In the Dallas area morning

By beckyd

In the Dallas area morning glories grow best if planted in LATE spring when the soil has warmed up. Try to plant them against a south facing wall or support for maximum flowering. Sun almost all day, and they bloom all together for 2-3 weeks late in the summer. Not intermittently. It is a glorious display. Also- pre-place support wires for them.
bd

Do you have buds? Heavenly

By Almanac Staff

Do you have buds? Heavenly Blue morning glories can take 90 days to mature. They are very pretty but also one of the late bloomers. In terms of the leaves: Just give them full sun--not just morning sun. Do not use fertilizer. They like poor soil.

very tallbut never

By cecilia dodson

very tallbut never bloom--this is my 4th season f trying on east side of house help

Morning glories need bright

By Almanac Staff

Morning glories need bright sunlight ALL day--and they are only getting sun half of the day on the east side of the house. Also, they like poor, dry soil; If the soil is high in nitrogen and very fertile, it produces lush leaves but no flowers.

How do you 'seed' a morning

By CountryMouse103

How do you 'seed' a morning glory? I want to save seeds from next year as the M. Glorys I have came from a friend in NC.

Seed a morning glory in the

By Almanac Staff

Seed a morning glory in the spring after the soil's warmed up.
Before you seed, soak in water overnight or nick seeds with nail files. This helps them germinate because they have a hard seed coat. The nice thing about morning glories is that they'll grow well in most any soil--even poor infertile soil. Plant in a site that get full sun.

built my own planter box-

By karin 'new gardener'

built my own planter box- planted carrots, potatoes, snapdragons, bell peppers, cucumbers, and poppy flowers--well see how it turns out! fall harvest or bundle blunder? any way we'll see. btw can you plant ALL THAT in planet box at same time? they've lots of space to grow:)

I'm same as 4-5 weeks ago.

By Lisa Bordelon

I'm same as 4-5 weeks ago.
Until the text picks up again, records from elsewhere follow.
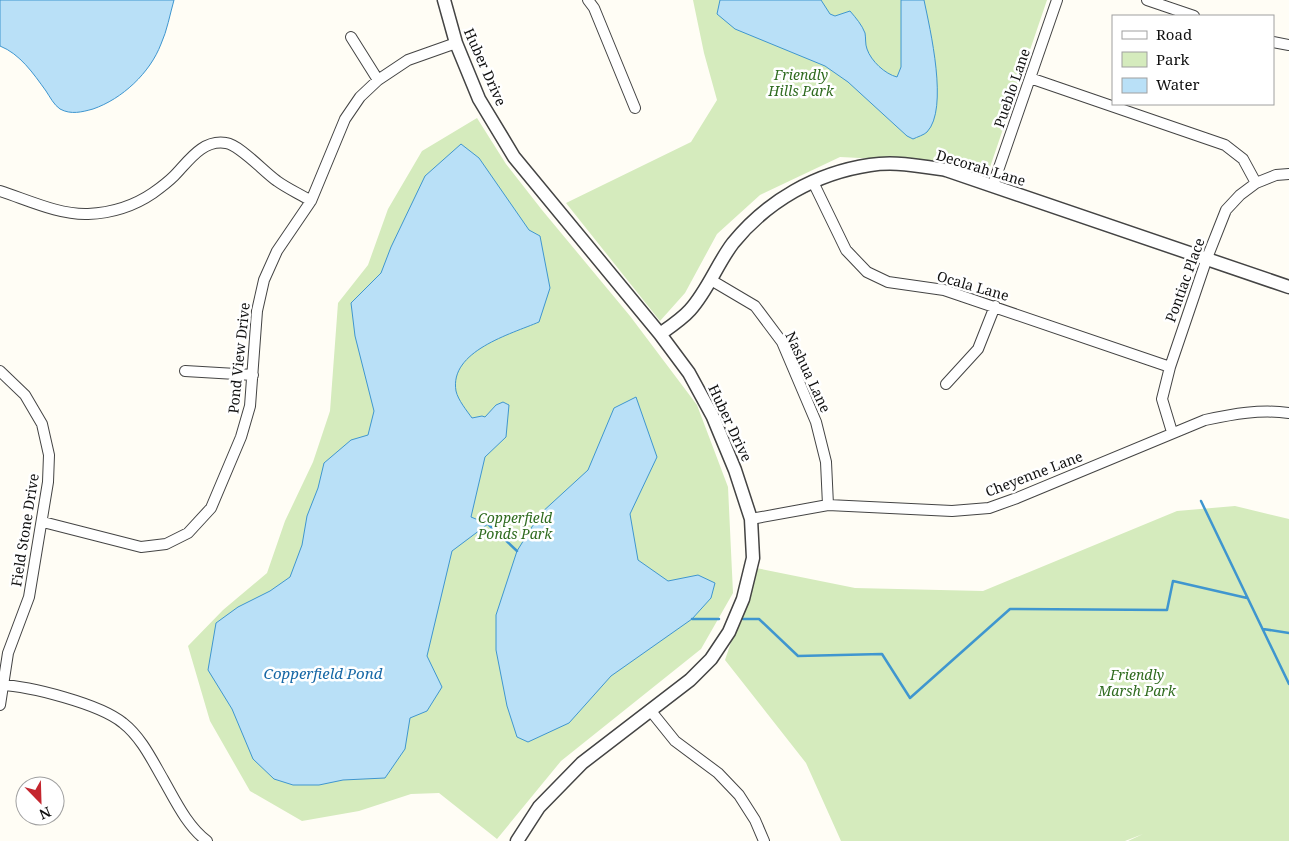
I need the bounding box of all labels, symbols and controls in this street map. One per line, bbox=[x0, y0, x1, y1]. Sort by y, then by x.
legend bbox=[1112, 15, 1274, 105]
text: Road bbox=[1156, 24, 1192, 44]
street label: Huber Drive bbox=[460, 25, 511, 109]
street label: Pueblo Lane bbox=[989, 46, 1034, 130]
text: Park bbox=[1156, 49, 1190, 69]
park label: Friendly Hills Park bbox=[767, 65, 835, 100]
text: Water bbox=[1156, 74, 1199, 94]
street label: Decorah Lane bbox=[934, 145, 1028, 190]
street label: Pontiac Place bbox=[1160, 235, 1209, 325]
street label: Ocala Lane bbox=[935, 266, 1011, 305]
street label: Pond View Drive bbox=[223, 301, 254, 415]
street label: Nashua Lane bbox=[781, 328, 836, 415]
street label: Huber Drive bbox=[704, 381, 757, 464]
street label: Cheyenne Lane bbox=[982, 446, 1085, 501]
street label: Field Stone Drive bbox=[6, 472, 43, 588]
park label: Copperfield Ponds Park bbox=[477, 508, 553, 543]
water label: Copperfield Pond bbox=[264, 663, 383, 683]
park label: Friendly Marsh Park bbox=[1097, 665, 1177, 700]
north arrow bbox=[15, 776, 65, 826]
text: N bbox=[36, 803, 54, 824]

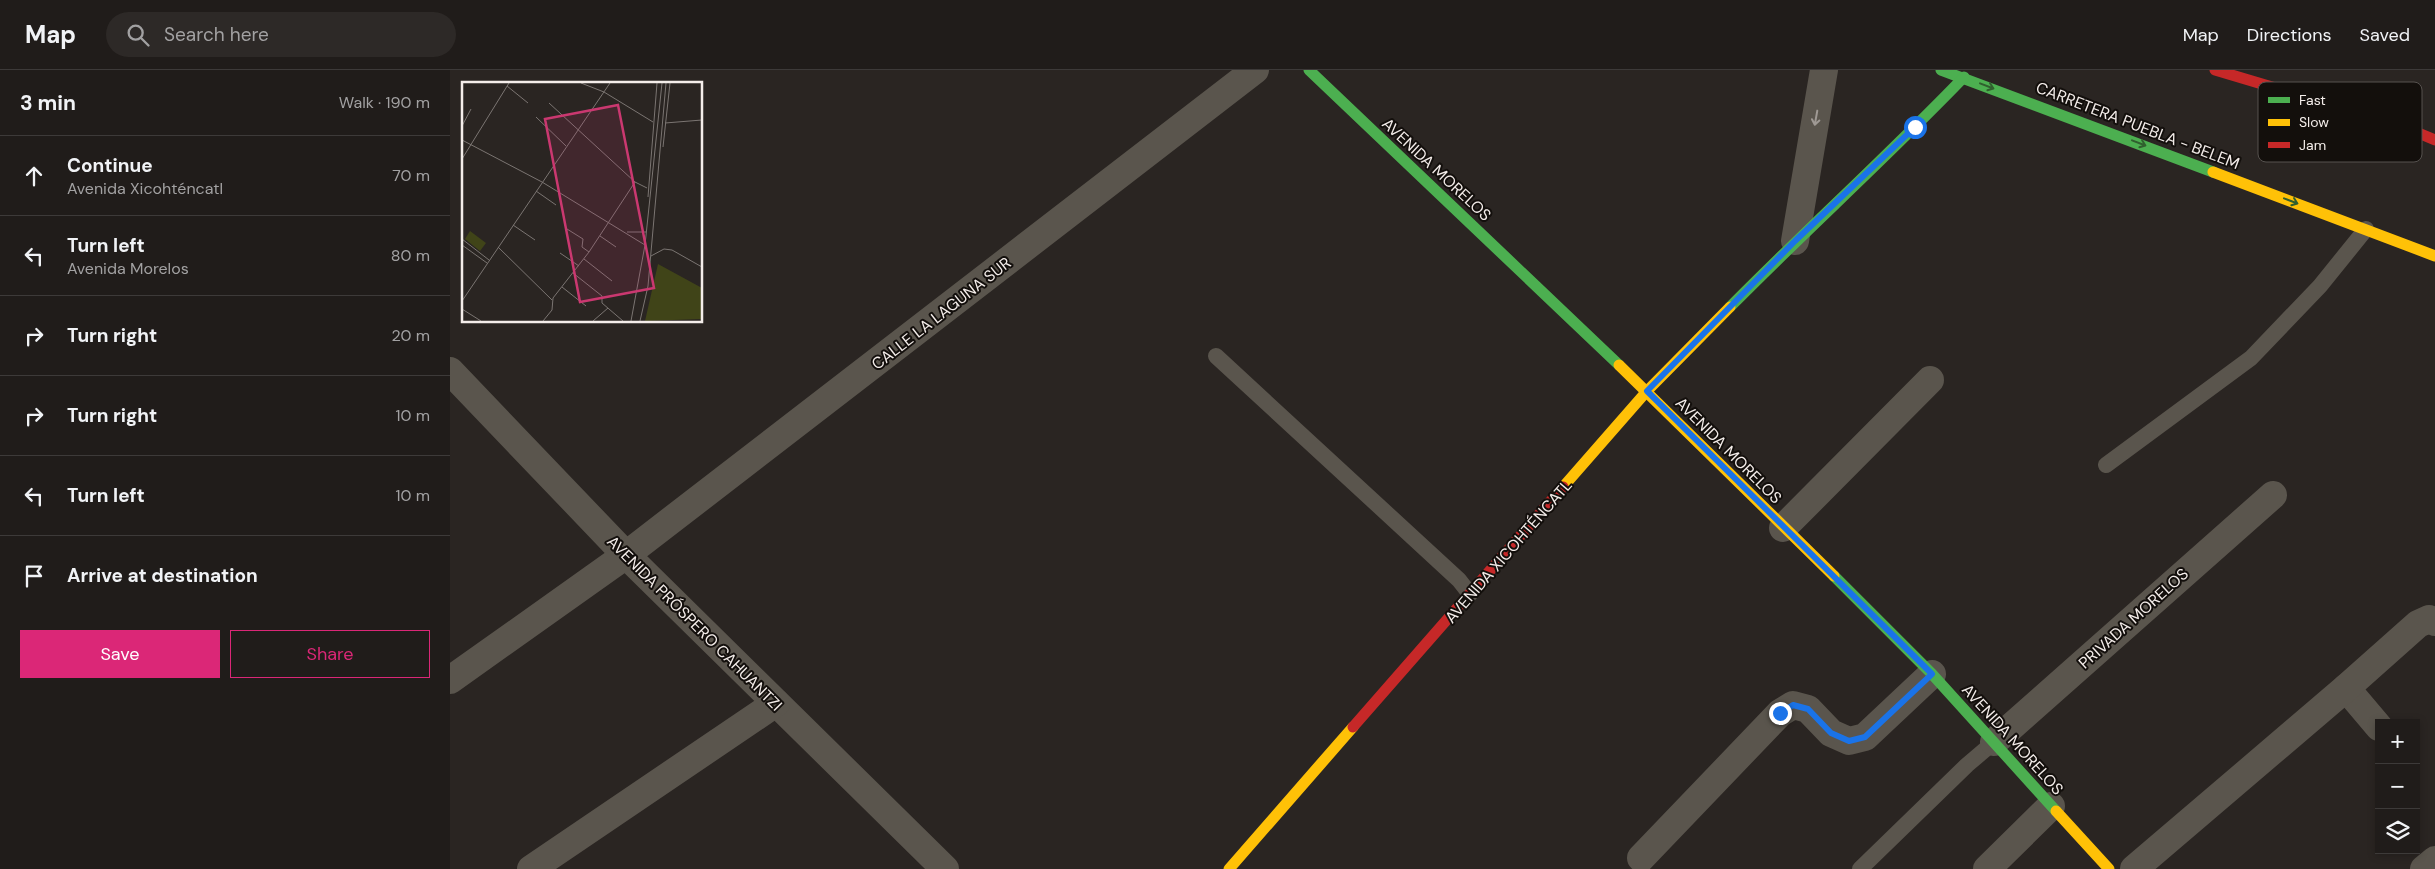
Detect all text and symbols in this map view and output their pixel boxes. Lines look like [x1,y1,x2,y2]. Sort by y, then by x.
search box [106,12,456,57]
text: Map [25,19,76,50]
icon: search [124,21,152,49]
text: Search here [164,22,269,47]
text: Map [2183,23,2219,47]
text: Directions [2247,23,2332,47]
text: Saved [2360,23,2410,47]
street label: CARRETERA PUEBLA - BELEM [2033,77,2243,174]
inset map [462,82,702,322]
one-way arrow [1979,82,1994,91]
legend [2258,82,2422,162]
text: 3 min [20,89,76,117]
text: Fast [2299,91,2326,109]
text: Walk · 190 m [339,92,430,113]
one-way arrow [1810,110,1820,126]
street label: AVENIDA MORELOS [1378,113,1496,226]
text: Slow [2299,113,2329,131]
route start [1904,116,1927,139]
text: Jam [2299,136,2326,154]
one-way arrow [2131,139,2146,148]
text: Continue [67,153,153,178]
icon: ahead [20,162,48,190]
text: 70 m [392,165,430,186]
text: Avenida Xicohténcatl [67,178,223,199]
one-way arrow [2283,197,2298,206]
text: Turn left [67,233,145,258]
icon: left [20,242,48,270]
text: 80 m [391,245,430,266]
street label: CALLE LA LAGUNA SUR [867,252,1015,374]
text: Avenida Morelos [67,258,189,279]
icon: right [20,322,48,350]
text: Turn right [67,323,157,348]
text: 20 m [391,325,430,346]
street label: AVENIDA MORELOS [1671,393,1786,508]
icon: right [20,402,48,430]
text: Turn right [67,403,157,428]
text: 10 m [396,405,430,426]
street label: AVENIDA XICOHTÉNCATL [1440,475,1577,628]
icon: left [20,482,48,510]
text: Turn left [67,483,145,508]
text: 10 m [396,485,430,506]
street label: AVENIDA PRÓSPERO CAHUANTZI [603,531,787,715]
icon: arrive [20,562,48,590]
text: Arrive at destination [67,563,258,588]
street label: PRIVADA MORELOS [2074,563,2193,673]
button: Save [20,630,220,678]
button: Share [230,630,430,678]
street label: AVENIDA MORELOS [1957,679,2068,799]
route end [1769,702,1792,725]
map controls [2375,719,2420,854]
button: + [2375,719,2420,764]
button: − [2375,764,2420,809]
button: layers [2375,809,2420,854]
Is thear any way I can save them thear almost all dead

Ok so about 4 r 5 weeks ago

By Lisa Bordelon

Ok so about 4 r 5 weeks ago I planed a mix of red and blue spread out in a large pot bout and inch or two deep. 3 days later they sprouted and was about finger length tall Four days hand length. The just kept shooting up like a rocket. Well I can to the conclusion that I water them to much and they don't get enough light I mean both was obvious. Well now my little vines dieying. What do I do. Can I help them com back befor that all die Pleas email me ASAP. Pleas

Lisa, Are you saying that you

By Almanac Staff

Lisa, Are you saying that you have all straggly vine and no blooms? In general, just water morning glories when they start to wilt. Keep the soil moderately moist to dry. They really prefer drier soil. If the vine is really long, you could try to cut it back to a set of green leaves up to 1/3 of the vine and see how it responds. Hopefully, the soil will dry out and make growing conditions more favorable. The vine may also reseed itself. If you replant, make sure the soil dries out and ensure that you seed 6 to 12 inches apart so that they do not get crowded.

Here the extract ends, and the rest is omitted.